Tentative de créer un Ministère de l'Instruction publique / Attempt to create a Ministry of Education, 1897-1898

Lettre de Félix-Gabriel Marchand au cardinal Rampolla

A SON EMINENCE LE CARDINAL RAMPOLLA

Secrétaire d'Etat,
Rome.

Québec, ce 19 novembre, 1897

 

EMINENCE,

Devenu, il y a quelques mois, premier ministre de la province de Québec, - la plus catholique du Canada - je viens vous prier de présenter au Souverain Pontife mes plus respectueux hommages, et l'assurer de mon entière déférence à ses enseignements.

Vous me permettrez, en même temps, Eminence, de profiter de cette circonstance pour vous dire quelques mots sur un sujet qui, je le sais, intéresse vivement Sa Sainteté, comme il vous intéresse vous-même : notre situation politico-religieuse.

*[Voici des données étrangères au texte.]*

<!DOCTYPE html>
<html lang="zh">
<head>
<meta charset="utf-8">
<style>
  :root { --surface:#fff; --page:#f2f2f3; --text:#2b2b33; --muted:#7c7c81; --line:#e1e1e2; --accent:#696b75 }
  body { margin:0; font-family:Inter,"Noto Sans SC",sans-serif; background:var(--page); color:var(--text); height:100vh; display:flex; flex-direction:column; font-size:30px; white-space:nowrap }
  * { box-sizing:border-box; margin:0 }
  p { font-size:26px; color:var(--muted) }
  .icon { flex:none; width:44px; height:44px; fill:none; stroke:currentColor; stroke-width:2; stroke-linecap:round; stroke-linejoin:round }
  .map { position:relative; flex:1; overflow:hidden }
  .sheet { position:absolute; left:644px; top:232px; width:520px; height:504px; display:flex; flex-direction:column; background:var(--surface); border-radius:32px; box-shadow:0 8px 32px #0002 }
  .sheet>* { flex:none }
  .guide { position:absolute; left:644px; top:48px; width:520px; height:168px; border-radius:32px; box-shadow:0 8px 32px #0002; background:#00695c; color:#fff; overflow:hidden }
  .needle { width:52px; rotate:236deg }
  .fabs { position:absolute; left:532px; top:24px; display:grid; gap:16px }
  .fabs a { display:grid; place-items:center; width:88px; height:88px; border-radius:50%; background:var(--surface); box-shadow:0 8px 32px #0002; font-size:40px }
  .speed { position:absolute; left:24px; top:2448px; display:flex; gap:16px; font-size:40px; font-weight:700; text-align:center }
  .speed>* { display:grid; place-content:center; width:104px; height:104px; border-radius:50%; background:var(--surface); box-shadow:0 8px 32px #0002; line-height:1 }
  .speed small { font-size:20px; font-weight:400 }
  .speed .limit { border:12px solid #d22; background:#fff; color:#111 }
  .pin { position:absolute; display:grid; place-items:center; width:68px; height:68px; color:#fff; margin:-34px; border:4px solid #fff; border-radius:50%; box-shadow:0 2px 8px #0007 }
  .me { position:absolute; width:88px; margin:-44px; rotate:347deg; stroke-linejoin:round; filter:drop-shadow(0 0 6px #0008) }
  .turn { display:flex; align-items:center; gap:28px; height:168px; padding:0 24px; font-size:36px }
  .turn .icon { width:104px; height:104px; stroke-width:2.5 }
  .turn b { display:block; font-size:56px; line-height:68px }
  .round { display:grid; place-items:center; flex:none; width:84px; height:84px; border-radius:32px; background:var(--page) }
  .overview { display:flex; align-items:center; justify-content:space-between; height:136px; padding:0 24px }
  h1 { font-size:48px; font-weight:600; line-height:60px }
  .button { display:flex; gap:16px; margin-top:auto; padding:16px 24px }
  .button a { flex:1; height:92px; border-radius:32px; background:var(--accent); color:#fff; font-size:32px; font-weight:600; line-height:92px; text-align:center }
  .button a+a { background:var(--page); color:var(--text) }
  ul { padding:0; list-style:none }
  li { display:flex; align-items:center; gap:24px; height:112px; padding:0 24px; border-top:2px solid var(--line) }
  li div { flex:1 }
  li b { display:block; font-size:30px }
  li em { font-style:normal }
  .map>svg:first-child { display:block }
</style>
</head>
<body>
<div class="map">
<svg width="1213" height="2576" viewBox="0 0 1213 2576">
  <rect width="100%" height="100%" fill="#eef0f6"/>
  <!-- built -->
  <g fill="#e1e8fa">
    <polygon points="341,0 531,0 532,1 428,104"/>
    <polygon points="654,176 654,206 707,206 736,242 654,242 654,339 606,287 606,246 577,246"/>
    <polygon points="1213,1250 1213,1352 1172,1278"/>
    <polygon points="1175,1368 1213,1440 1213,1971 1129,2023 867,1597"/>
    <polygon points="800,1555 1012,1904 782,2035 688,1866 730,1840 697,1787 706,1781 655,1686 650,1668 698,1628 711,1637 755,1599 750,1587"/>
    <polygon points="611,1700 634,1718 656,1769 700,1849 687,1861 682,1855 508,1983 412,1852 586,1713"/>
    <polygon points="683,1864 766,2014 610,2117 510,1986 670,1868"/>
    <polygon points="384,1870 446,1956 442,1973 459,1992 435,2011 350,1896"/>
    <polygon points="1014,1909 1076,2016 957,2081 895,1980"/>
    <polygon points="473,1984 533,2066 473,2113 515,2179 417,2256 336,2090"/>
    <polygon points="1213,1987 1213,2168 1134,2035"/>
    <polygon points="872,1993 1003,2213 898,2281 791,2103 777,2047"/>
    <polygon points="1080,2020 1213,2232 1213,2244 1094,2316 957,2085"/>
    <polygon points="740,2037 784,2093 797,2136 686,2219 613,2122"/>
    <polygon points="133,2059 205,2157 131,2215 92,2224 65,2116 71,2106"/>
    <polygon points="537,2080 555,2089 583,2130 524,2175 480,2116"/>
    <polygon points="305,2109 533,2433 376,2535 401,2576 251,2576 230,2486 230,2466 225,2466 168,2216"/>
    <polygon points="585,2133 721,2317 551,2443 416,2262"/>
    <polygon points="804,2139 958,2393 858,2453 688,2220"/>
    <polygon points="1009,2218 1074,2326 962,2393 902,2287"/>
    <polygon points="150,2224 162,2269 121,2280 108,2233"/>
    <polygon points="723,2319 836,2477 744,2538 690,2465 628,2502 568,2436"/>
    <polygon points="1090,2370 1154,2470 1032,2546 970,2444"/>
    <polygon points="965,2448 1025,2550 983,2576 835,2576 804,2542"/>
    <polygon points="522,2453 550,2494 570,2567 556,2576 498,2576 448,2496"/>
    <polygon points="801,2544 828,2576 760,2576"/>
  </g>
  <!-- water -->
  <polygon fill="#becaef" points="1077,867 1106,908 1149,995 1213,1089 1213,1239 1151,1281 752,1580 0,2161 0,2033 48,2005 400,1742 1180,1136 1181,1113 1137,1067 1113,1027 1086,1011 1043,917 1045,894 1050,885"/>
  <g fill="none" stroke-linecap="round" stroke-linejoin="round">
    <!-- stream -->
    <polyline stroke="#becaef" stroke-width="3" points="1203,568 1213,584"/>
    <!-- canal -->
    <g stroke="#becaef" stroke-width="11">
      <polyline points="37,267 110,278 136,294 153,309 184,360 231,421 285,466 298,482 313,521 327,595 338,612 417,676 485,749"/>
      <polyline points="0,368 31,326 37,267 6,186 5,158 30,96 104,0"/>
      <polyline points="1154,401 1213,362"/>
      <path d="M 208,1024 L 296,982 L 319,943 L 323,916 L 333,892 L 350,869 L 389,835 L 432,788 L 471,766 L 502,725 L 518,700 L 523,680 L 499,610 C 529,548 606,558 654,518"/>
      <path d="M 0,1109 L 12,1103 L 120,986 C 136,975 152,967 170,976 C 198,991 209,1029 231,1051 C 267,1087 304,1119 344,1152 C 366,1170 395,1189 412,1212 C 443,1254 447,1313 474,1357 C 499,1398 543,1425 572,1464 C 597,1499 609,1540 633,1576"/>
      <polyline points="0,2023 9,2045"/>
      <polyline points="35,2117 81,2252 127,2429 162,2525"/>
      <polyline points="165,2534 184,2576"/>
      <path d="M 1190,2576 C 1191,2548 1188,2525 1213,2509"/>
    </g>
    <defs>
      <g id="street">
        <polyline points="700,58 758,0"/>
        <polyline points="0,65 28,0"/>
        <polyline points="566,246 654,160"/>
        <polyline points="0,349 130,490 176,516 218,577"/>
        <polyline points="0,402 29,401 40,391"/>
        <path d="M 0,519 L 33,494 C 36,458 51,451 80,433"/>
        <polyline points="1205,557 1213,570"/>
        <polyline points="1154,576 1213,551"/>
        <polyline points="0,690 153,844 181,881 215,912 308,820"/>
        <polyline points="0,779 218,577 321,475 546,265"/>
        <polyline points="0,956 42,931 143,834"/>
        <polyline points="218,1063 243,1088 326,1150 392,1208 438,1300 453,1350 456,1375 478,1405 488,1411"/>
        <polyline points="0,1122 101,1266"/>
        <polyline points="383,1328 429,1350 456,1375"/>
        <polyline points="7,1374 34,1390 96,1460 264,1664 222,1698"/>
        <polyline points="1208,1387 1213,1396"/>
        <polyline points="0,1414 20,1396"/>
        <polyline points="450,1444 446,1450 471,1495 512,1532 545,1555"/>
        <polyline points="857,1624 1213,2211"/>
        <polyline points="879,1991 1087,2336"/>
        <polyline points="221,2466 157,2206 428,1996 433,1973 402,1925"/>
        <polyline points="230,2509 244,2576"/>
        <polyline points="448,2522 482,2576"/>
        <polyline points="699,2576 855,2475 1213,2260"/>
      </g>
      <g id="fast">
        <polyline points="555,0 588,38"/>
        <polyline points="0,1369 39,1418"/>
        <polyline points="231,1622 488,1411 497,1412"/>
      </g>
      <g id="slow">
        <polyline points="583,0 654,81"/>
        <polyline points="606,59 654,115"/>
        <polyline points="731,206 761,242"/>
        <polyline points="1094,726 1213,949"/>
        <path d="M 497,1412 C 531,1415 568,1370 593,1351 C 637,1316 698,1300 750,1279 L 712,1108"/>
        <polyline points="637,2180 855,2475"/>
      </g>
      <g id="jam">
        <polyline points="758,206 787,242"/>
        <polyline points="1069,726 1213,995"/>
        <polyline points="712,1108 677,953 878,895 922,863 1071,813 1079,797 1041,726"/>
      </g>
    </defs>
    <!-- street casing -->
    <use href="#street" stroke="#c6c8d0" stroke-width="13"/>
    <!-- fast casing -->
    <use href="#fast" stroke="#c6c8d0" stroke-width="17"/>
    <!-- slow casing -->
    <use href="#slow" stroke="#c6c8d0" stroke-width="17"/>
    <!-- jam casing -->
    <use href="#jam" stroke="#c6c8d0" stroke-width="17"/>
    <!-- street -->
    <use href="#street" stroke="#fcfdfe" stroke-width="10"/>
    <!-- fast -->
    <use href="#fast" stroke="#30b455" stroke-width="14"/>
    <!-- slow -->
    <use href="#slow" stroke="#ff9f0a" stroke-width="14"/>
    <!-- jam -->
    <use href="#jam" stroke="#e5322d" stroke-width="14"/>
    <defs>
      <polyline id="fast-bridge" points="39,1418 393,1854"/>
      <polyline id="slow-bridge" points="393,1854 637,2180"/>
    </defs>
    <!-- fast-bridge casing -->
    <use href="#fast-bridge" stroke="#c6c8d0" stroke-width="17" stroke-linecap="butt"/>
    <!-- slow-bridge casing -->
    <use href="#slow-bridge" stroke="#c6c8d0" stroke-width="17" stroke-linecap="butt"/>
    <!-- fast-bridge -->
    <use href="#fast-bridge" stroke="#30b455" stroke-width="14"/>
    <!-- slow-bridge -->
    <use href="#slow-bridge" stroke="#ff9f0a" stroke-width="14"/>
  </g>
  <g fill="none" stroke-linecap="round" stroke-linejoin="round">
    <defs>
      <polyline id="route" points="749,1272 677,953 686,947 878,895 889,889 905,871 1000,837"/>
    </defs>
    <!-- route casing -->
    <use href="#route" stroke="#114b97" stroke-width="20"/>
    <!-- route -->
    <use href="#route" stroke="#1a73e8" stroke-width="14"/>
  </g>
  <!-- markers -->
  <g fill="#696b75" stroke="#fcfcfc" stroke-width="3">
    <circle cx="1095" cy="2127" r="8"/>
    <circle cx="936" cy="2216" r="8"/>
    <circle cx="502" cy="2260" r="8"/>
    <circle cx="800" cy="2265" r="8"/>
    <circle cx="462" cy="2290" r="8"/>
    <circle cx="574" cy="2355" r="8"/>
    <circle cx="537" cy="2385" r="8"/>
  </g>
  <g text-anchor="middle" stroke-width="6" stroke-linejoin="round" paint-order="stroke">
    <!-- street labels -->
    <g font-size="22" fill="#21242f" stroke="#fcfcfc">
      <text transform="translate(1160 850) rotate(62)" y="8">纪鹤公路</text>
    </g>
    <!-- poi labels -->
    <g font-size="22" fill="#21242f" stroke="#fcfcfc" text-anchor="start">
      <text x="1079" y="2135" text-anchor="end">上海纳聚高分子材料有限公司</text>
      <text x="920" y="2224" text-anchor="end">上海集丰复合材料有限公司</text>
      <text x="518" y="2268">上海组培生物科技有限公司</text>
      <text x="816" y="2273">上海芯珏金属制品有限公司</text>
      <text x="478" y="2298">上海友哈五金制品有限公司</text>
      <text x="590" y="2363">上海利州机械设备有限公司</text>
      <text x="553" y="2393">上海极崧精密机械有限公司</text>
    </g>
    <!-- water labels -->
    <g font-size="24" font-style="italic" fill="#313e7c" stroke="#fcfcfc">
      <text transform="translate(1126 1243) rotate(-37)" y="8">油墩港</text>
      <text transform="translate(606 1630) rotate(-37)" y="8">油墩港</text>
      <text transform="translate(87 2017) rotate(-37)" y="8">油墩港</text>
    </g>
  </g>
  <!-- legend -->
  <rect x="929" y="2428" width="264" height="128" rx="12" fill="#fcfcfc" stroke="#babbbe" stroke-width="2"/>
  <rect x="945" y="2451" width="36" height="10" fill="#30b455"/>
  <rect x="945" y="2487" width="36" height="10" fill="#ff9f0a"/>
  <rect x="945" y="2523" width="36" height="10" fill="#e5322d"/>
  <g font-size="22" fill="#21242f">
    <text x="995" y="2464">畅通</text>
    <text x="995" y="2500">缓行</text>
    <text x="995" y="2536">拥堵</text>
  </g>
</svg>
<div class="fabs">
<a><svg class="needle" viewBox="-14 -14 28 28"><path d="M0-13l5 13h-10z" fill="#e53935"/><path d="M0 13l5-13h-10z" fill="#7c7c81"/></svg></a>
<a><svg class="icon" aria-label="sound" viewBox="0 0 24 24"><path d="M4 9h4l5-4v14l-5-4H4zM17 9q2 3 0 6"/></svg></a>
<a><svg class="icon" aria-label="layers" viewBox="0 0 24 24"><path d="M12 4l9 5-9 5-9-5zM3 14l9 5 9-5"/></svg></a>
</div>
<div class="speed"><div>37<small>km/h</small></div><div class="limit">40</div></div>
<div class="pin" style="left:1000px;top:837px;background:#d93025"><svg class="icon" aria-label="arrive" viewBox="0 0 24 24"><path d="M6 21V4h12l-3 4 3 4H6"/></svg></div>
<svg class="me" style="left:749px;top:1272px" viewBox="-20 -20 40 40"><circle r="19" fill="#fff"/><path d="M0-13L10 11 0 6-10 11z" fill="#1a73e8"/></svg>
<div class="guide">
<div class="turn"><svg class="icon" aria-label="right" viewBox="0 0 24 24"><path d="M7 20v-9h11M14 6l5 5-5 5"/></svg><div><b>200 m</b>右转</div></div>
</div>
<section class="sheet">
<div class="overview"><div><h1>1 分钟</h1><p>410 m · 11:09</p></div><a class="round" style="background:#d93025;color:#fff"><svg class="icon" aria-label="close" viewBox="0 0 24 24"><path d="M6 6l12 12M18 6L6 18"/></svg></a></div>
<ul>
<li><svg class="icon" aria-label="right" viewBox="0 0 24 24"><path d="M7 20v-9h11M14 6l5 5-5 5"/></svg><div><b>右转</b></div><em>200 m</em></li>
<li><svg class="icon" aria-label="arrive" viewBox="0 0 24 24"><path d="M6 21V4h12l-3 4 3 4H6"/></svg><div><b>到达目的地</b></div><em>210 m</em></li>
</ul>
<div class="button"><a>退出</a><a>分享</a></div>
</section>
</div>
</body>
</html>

Le court séjour de Mgr Merry Del Val parmi nous a produit les plus heureux résultats. Sa visite a eu pour effet d'apaiser les dissensions regrettables entre catholiques, auxquelles des membres du clergé ont été mêlés. Nous désirons ardemment voir cet apaisement se compléter et la paix se perpétuer dans l'Eglise du Canada. Mais il est essentiel pour cet objet qu'une cordialité parfaite existe, chez nous, entre l'Eglise et l'Etat, et qu'une mutuelle confiance les inspire. Malheureusement, un visible malaise existe encore dans nos relations avec le clergé. Une certaine défiance éloigne de nous quelques évêques dont nous avons à coeur, dans l'accomplissement consciencieux de nos devoirs publics, de faciliter la mission divine, en contenant l'opinion populaire dans les bornes de l'orthodoxie, sans contrarier ses aspirations vers les progrès utiles et les réformes légitimes.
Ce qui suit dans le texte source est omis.